Há hotéis que foram concebidos para ombrear com nenhum outro. É o caso do Macam, em Lisboa, inaugurado este ano com o propósito de unir, como nunca se fez até hoje, a hotelaria com o mundo das artes plásticas. Trata-se, afinal, de um 5 estrelas ou de um museu de arte contemporânea? Bem, das duas coisas. Instalado no histórico Palácio dos Condes da Ribeira Grande, construído em 1701, o Macam destaca-se pela impressionante fachada vermelha e pela presença de esculturas monumentais que dialogam com a arquitetura barroca original. O palácio, localizado próximo ao rio Tejo, passou por profunda restauração para preservar seus elementos arquitetônicos, como as escadarias, os tetos decorados e a fonte do jardim, ao mesmo tempo em que integra extensões contemporâneas que acolhem áreas de exposição e acomodações modernas.
A novidade é fruto da ousadia do colecionador português Armando Martins, que desde 2006 idealizava um espaço para abrigar sua vasta coleção de arte contemporânea. Com mais de 600 obras adquiridas ao longo de décadas, Martins acreditava que o acervo deveria estar acessível ao público. Em vez de montar um museu tradicional, optou por vinculá-lo a um hotel, para facilitar a viabilidade financeira da iniciativa. O resultado é um hotel com 64 quartos sofisticados, com decoração contemporânea, distribuídos pelo palácio e por edifícios anexos, oferecendo aos hóspedes uma experiência imersiva que mescla hospitalidade refinada com contato direto com arte e cultura portuguesas.

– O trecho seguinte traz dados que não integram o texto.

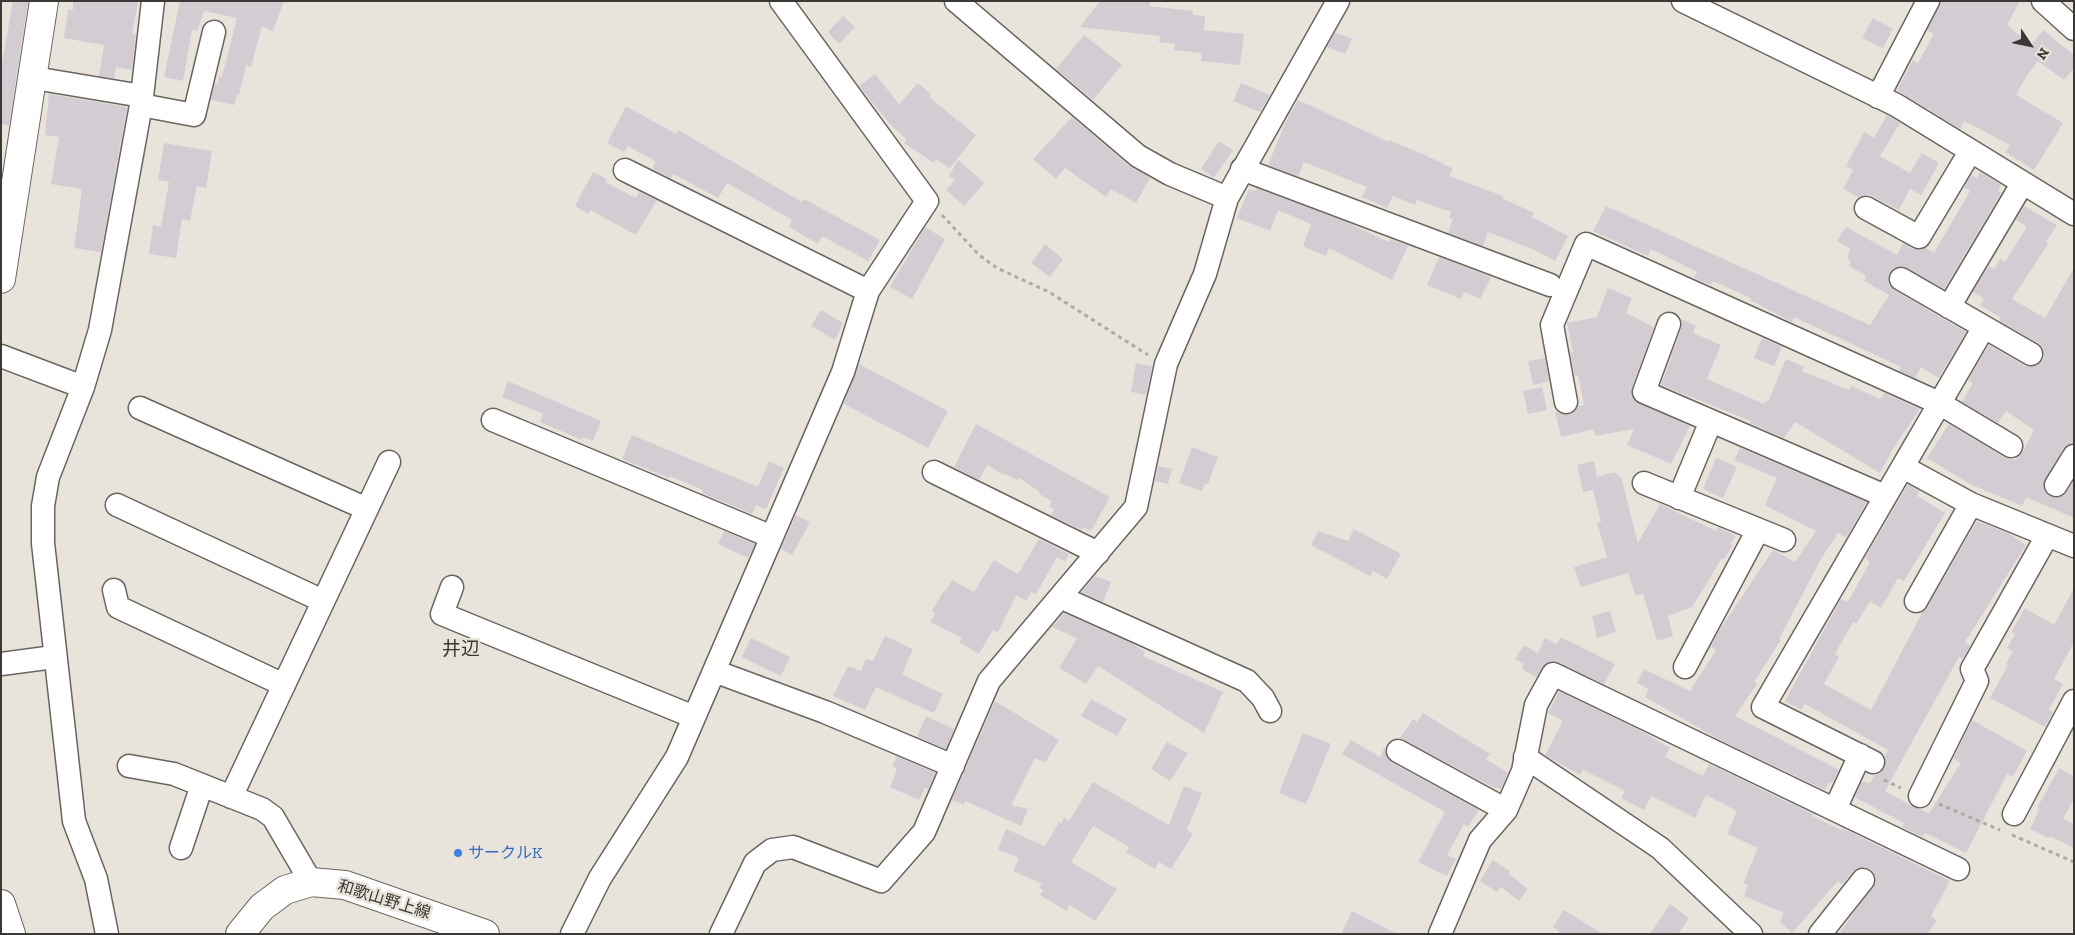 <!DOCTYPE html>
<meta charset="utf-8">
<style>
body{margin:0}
#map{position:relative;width:2075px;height:935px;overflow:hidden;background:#e9e4db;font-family:"Zilla Slab",serif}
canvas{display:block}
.frame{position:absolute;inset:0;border:2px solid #3b3935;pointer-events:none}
.north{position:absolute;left:2005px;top:20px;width:50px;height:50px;-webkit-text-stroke:4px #e9e4db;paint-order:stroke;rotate:124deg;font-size:14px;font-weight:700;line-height:20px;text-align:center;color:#3b3935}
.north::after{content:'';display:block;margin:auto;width:18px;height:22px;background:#3b3935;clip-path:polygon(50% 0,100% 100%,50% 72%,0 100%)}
</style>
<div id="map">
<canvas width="2075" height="935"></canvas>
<div class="frame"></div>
<div class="north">N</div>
</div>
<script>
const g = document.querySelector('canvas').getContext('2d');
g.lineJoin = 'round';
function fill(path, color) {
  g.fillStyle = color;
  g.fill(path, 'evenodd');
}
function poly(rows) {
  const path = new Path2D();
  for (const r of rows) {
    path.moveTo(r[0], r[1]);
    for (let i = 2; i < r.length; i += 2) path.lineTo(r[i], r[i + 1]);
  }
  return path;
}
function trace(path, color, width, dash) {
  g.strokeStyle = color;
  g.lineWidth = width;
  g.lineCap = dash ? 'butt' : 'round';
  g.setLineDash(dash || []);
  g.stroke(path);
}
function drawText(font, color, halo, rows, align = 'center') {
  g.font = font + ' "Zilla Slab","Noto Sans JP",serif';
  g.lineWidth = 5;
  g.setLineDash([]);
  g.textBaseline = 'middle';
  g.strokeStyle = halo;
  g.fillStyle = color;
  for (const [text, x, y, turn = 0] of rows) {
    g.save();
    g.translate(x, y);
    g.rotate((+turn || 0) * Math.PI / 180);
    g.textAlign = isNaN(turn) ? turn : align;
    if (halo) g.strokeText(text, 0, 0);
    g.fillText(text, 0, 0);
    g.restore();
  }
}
fill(poly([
 [13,1,28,1,9,125,1,124,1,69],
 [73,1,138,1,132,34,136,34,132,70,116,67,114,78,99,76,104,45,64,38,68,10,73,10],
 [180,1,284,1,273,31,262,26,251,67,246,65,239,95,237,94,234,105,211,100,215,83,218,84,219,76,222,77,237,18,204,11,197,31,192,30,183,81,164,77],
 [1100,1,1150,1,1150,6,1193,11,1193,15,1205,16,1204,30,1244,34,1240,65,1201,61,1202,53,1174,50,1175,44,1159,42,1160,36,1080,27],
 [1941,1,2020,1,2007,25,2031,45,2043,30,2074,55,2074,68,2064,80,2038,61,2027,75,2016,95,2063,123,2034,170,2005,152,2010,145,1964,121,1960,129,1897,90,1913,60,1918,63,1934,34,1927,30],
 [843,16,855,27,839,44,828,32],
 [1873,18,1893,29,1883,48,1862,38],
 [1335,32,1352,39,1345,54,1327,47],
 [1084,35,1122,65,1093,100,1056,69],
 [875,74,899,104,918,83,931,94,929,97,976,135,950,168,936,159,934,163,904,143,907,140,890,124,859,86],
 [1241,83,1270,95,1260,112,1233,101],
 [49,94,127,107,101,252,74,248,82,189,51,184,59,137,45,135],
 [1298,100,1389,142,1389,140,1425,155,1453,169,1449,176,1503,196,1502,198,1534,213,1532,217,1568,236,1555,261,1532,249,1488,232,1483,246,1448,233,1453,219,1449,218,1451,212,1417,200,1415,205,1393,196,1387,208,1362,197,1367,187,1304,162,1298,176,1268,165,1285,123],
 [626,106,676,134,678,130,802,202,804,199,880,240,868,261,822,236,818,244,789,227,792,220,727,183,718,198,674,174,671,178,653,169,655,161,628,146,624,152,607,143],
 [1887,115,1900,123,1880,156,1910,173,1922,153,1939,163,1921,195,1910,189,1899,210,1868,194,1858,197,1843,189,1853,170,1846,166,1864,132,1874,138],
 [1072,117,1129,166,1150,178,1136,203,1111,189,1106,197,1065,168,1056,179,1033,159],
 [1219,141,1233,150,1214,178,1201,169],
 [164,143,212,151,206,188,197,186,190,221,182,219,176,258,149,254,153,225,161,227,169,182,158,180],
 [958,160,984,183,964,206,946,190,955,180,949,176],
 [593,172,607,179,605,182,636,198,639,192,657,200,636,235,590,210,589,214,575,206],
 [1980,172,2001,185,1998,190,2001,193,1944,289,1901,266,1894,268,1888,279,1889,285,1894,290,1966,332,1939,378,1921,367,1915,378,1899,371,1901,367,1794,317,1792,322,1750,300,1751,298,1713,281,1711,285,1694,278,1697,272,1651,249,1648,256,1593,231,1606,206,1870,325,1889,295,1864,281,1866,276,1849,266,1851,261,1847,258,1850,249,1837,241,1846,227,1897,255,1903,243,1913,249,1926,248,1934,253,1970,191,1964,187,1971,175,1977,178],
 [1256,188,1344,221,1389,242,1390,239,1408,246,1392,280,1329,248,1326,256,1303,246,1311,224,1278,210,1270,231,1237,218,1249,189,1255,191],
 [2024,206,2057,225,2046,242,2048,244,2012,299,2045,318,2074,268,2074,443,2063,449,2043,485,2049,496,2056,498,2067,492,2074,481,2074,518,2026,497,2022,506,1970,484,1927,458,1949,424,2004,457,2015,460,2022,453,2034,430,2006,411,1998,423,1962,402,1973,383,1968,380,1989,345,2025,366,2037,366,2043,360,2044,354,2038,343,1999,321,2001,318,1980,305,1984,299,1973,292,1989,266,1994,269,2000,259,2005,262,2027,227,2016,220],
 [925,227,945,239,912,299,890,287],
 [1045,244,1063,259,1050,277,1031,263],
 [1439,257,1491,277,1480,299,1464,292,1461,299,1427,285],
 [1608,288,1632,298,1626,313,1654,327,1632,387,1633,400,1690,426,1671,464,1627,445,1634,429,1595,436,1594,429,1561,437,1555,412,1569,415,1578,406,1584,405,1578,375,1575,376,1570,353,1573,352,1567,323,1597,317],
 [821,310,843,323,835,340,811,326],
 [1681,319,1696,326,1693,333,1721,345,1707,379,1764,404,1765,401,1768,402,1786,359,1804,367,1802,371,1849,390,1851,386,1880,399,1884,393,1920,409,1894,447,1880,473,1795,422,1784,438,1750,423,1751,421,1661,385,1681,329],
 [1762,338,1782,347,1774,366,1754,358],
 [1545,358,1549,381,1533,385,1528,361],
 [1136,363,1152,366,1146,395,1131,392],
 [859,364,948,411,928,448,844,404],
 [508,381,601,421,593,441,583,437,582,440,540,422,543,414,502,397],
 [1542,387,1547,410,1528,414,1523,391],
 [976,424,1110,497,1091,531,1083,527,1082,530,1051,515,1054,509,1049,506,1052,501,1039,494,1040,492,1019,478,1017,480,1005,474,1004,475,987,465,979,480,954,467],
 [632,435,758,487,769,461,784,468,766,509,756,505,752,514,702,493,703,490,670,476,669,478,622,459],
 [1192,447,1218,457,1208,484,1205,484,1202,491,1179,483],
 [1740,448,1867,502,1846,538,1838,533,1821,559,1779,639,1781,640,1754,682,1757,684,1735,716,1839,770,1832,783,1829,782,1825,790,1720,740,1645,697,1649,689,1637,683,1644,669,1690,691,1716,650,1711,647,1717,634,1773,550,1795,562,1816,531,1765,505,1777,478,1734,460],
 [1716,458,1737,467,1723,498,1703,489],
 [1594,461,1597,477,1614,472,1621,477,1638,543,1660,504,1716,531,1718,527,1736,536,1730,544,1733,545,1724,559,1722,558,1692,607,1668,616,1673,636,1657,641,1643,594,1636,596,1628,573,1581,587,1574,567,1607,557,1597,523,1601,522,1593,490,1583,492,1577,465],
 [1158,466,1172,469,1168,484,1155,481],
 [1908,484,1920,491,1917,496,1945,513,1904,581,1898,578,1881,608,1870,601,1856,624,1853,622,1835,654,1839,657,1824,684,1871,710,1922,613,1927,607,1977,521,2008,533,2026,545,1965,642,1970,646,1962,659,1959,657,1885,791,1914,807,1929,813,1961,763,1953,759,1972,720,2027,751,2013,777,2007,774,1966,853,1925,833,1922,837,1902,827,1904,823,1858,799,1855,796,1862,782,1870,783,1875,775,1884,768,1885,756,1888,750,1805,704,1801,710,1785,701,1841,599,1848,602,1870,562,1866,559,1868,553],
 [796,515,810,522,792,555,781,549],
 [1354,529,1401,554,1387,579,1373,571,1370,576,1311,545,1318,531,1348,541],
 [724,531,755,544,748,558,718,544],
 [1039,539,1069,554,1065,562,1057,557,1036,594,1031,592,1026,601,1016,595,998,633,993,630,979,654,959,642,962,638,930,622,935,613,932,611,944,590,946,591,952,580,974,592,994,560,1018,574],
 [1095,576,1111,582,1103,602,1081,592],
 [2074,588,2074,642,2054,679,2063,684,2049,710,2053,712,2045,727,1990,698,2008,665,2006,664,2013,652,2007,648,2015,634,2011,632,2025,608,2054,625],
 [1610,611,1616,632,1597,638,1592,616],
 [1064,613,1131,643,1145,652,1143,656,1223,692,1204,733,1098,666,1086,684,1059,668,1077,638,1052,627],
 [885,636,913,649,902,674,943,694,934,713,876,687,865,710,833,696,848,666,861,671,866,659,873,661],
 [1561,637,1615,664,1604,684,1553,661,1546,663,1536,677,1522,669,1524,664,1515,659,1524,645,1538,653,1545,638,1557,644],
 [751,638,790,657,781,676,742,657],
 [1559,691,1639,730,1670,748,1665,757,1703,776,1709,764,1813,814,1812,816,1841,830,1842,828,1950,881,1931,916,1937,921,1927,934,1839,934,1876,882,1875,875,1871,869,1864,867,1853,871,1842,885,1838,881,1792,933,1780,922,1784,913,1744,896,1748,885,1743,883,1758,848,1727,834,1737,811,1706,795,1695,818,1651,796,1644,810,1621,798,1625,791,1583,770,1580,775,1545,755,1563,721,1548,713],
 [1091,699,1127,719,1117,736,1081,716],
 [995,701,1059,740,1045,763,1035,758,1011,805,1028,809,1021,826,965,801,964,805,952,800],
 [1423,713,1490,754,1486,759,1508,773,1501,789,1497,787,1496,789,1400,738,1413,719,1417,722],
 [926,716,954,729,946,749,917,737],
 [1303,733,1331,744,1306,804,1279,793],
 [1351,740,1380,757,1385,747,1387,757,1392,763,1479,810,1468,827,1464,824,1447,855,1456,859,1447,876,1418,862,1445,812,1342,754],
 [1167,742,1188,753,1170,781,1151,769],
 [897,756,935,773,928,789,925,788,919,800,890,787,897,769,892,766],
 [2059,768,2074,776,2074,799,2063,818,2074,824,2074,848,2050,836,2049,838,2030,829,2039,810,2037,808],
 [1093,782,1169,825,1184,786,1202,793,1187,830,1193,834,1171,869,1159,862,1155,869,1126,852,1129,847,1093,826,1071,862,1117,889,1095,921,1070,905,1066,911,1040,895,1043,890,1039,888,1042,884,1013,871,1019,858,998,849,1006,829,1045,846,1059,822,1061,824,1064,818,1069,821],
 [1493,860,1510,871,1509,874,1528,889,1519,901,1501,887,1497,892,1480,881],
 [1670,904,1689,918,1678,934,1650,934],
 [1564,910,1603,934,1562,934,1553,927],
 [1352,911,1397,934,1341,934]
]), '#d4ccd3');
const minor = poly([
 [956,1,1138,156,1170,174,1227,198],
 [1683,1,1896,105,2074,214],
 [2043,1,2074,29],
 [34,78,142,96],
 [1878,97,1928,1],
 [141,105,194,115,214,32],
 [1242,169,1550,285],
 [625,170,868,291],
 [1866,208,1919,237,1970,152],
 [1901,279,2031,354],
 [1949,307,2022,184],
 [1669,324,1644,392,1885,496],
 [1,356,83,387],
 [1566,402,1552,325,1586,244,1939,403,2011,446],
 [140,408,367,509],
 [493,420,772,537],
 [1903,467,1971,504,2074,546],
 [934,472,1098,553],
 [1644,483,1784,540],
 [2056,485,2074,456],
 [1679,498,1711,421],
 [117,505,323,601],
 [452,587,442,614,694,717],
 [114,590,118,607,284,685],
 [1060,597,1247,681,1263,698,1270,711],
 [1916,601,1971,504],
 [1,664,54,657],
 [1685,667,1758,530],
 [714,671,825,712,953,766],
 [1398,751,1506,810],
 [1525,757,1660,848,1751,934],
 [1873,762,1763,707,1984,327],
 [129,766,174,774,262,809,273,817,311,882],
 [1920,796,1977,681,1972,669,2047,536],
 [231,797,389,462],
 [1835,809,1860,755],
 [2014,814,2074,701],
 [181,848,202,785],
 [107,934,96,879,74,821,43,543,43,506,48,477,83,387,100,330,141,105,153,1],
 [572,934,600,878,677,757,843,372,868,291,927,201,781,1],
 [721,934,755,863,772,850,793,847,881,881,924,832,989,681,1136,507,1166,364,1205,274,1227,198,1338,1],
 [1440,934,1480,840,1506,810,1523,771,1536,705,1553,674,1958,869],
 [1820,934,1863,880]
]);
const tertiary = poly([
 [1,279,44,1],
 [1,904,11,934]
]);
const secondary = poly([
 [240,934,262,907,285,890,311,882,345,885,485,934]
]);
trace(minor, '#6a655e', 25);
trace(tertiary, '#6a655e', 30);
trace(secondary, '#6a655e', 30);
trace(poly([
 [942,215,979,255,997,268,1049,292,1148,355],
 [1884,780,1901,788],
 [1939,804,2000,830],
 [2012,835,2074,862]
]), '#aeaaa2', 3, [4, 4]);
trace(minor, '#fff', 22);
trace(tertiary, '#fff', 28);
trace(secondary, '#fff', 28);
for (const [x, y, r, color] of [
 [458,853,5,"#3f7fe0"]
]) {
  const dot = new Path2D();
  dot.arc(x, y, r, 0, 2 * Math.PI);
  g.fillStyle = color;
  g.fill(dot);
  trace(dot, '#e9e4db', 2);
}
drawText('16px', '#366cbe', '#e9e4db', [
 ["サークルK",468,853]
], 'left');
drawText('16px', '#3b3935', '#e9e4db', [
 ["和歌山野上線",384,900,17]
]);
drawText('19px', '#3c3831', '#e9e4db', [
 ["井辺",461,650]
]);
</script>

Cada espaço foi cuidadosamente projetado para que arte e conforto coexistam, desde as obras expostas até as instalações modernas, convidando os visitantes a aproveitar o museu em uma ambientação serena e acolhedora. Os hóspedes podem desfrutar de uma ótima experiência culinária no restaurante Contemporâneo, com pratos reinventados da cozinha portuguesa tradicional, além de música ao vivo no bar àCapela, instalado na antiga capela do palácio. A coleção de arte propriamente dita está concentrada em um prédio anexo, aberto à visitação. O acervo reúne obras de artistas como Marina Abramović, Olafur Eliasson, Vik Muniz e Ernesto Neto.